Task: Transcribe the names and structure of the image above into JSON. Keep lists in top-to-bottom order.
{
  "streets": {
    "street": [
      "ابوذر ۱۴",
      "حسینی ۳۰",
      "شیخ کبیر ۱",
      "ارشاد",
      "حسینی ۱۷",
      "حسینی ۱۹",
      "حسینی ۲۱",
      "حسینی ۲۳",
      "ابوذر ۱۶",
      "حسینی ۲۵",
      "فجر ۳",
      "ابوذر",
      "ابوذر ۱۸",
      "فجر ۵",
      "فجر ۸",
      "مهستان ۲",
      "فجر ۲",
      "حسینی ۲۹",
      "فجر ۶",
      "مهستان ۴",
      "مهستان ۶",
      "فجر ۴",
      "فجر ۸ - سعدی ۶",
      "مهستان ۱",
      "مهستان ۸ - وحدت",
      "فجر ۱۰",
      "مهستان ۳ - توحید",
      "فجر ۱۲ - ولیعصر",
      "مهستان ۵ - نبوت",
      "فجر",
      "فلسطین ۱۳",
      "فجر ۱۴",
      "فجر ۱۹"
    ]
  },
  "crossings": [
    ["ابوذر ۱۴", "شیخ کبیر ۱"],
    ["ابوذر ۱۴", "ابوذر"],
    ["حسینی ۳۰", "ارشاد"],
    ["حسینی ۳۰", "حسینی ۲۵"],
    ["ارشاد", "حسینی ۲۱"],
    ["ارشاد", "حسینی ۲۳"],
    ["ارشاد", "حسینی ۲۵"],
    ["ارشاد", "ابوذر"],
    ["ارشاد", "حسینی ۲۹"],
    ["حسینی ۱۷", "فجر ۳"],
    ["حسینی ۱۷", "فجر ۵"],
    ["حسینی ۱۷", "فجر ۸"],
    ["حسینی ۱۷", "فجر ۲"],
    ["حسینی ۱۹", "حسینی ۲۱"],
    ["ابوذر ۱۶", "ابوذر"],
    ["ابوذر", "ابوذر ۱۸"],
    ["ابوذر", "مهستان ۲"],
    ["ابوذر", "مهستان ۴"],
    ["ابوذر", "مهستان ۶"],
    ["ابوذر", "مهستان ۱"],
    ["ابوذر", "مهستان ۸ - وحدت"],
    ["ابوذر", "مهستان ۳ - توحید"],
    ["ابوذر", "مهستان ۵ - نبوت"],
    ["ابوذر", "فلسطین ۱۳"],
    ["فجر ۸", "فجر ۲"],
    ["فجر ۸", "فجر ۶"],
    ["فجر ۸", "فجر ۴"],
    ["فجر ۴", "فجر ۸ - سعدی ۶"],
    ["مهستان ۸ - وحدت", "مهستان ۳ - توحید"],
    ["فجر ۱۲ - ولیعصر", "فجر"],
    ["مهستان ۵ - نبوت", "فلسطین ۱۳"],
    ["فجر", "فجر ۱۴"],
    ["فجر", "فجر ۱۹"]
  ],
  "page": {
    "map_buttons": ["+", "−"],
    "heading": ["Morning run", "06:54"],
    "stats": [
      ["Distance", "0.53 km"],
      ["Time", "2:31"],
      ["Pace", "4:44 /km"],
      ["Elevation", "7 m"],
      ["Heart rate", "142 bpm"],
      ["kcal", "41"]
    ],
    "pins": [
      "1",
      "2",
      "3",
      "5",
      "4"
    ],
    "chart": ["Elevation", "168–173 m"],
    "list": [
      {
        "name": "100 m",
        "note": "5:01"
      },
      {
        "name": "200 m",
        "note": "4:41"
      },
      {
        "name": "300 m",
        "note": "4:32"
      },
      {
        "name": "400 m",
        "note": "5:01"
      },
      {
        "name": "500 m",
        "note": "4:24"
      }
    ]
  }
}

= = = = =

- [WORK TO BE COMPLETED] The exercise is to copy out every line above that has the word "ارشاد" in it.

- [EXERCISE RESULT]
      "ارشاد",
    ["حسینی ۳۰", "ارشاد"],
    ["ارشاد", "حسینی ۲۱"],
    ["ارشاد", "حسینی ۲۳"],
    ["ارشاد", "حسینی ۲۵"],
    ["ارشاد", "ابوذر"],
    ["ارشاد", "حسینی ۲۹"],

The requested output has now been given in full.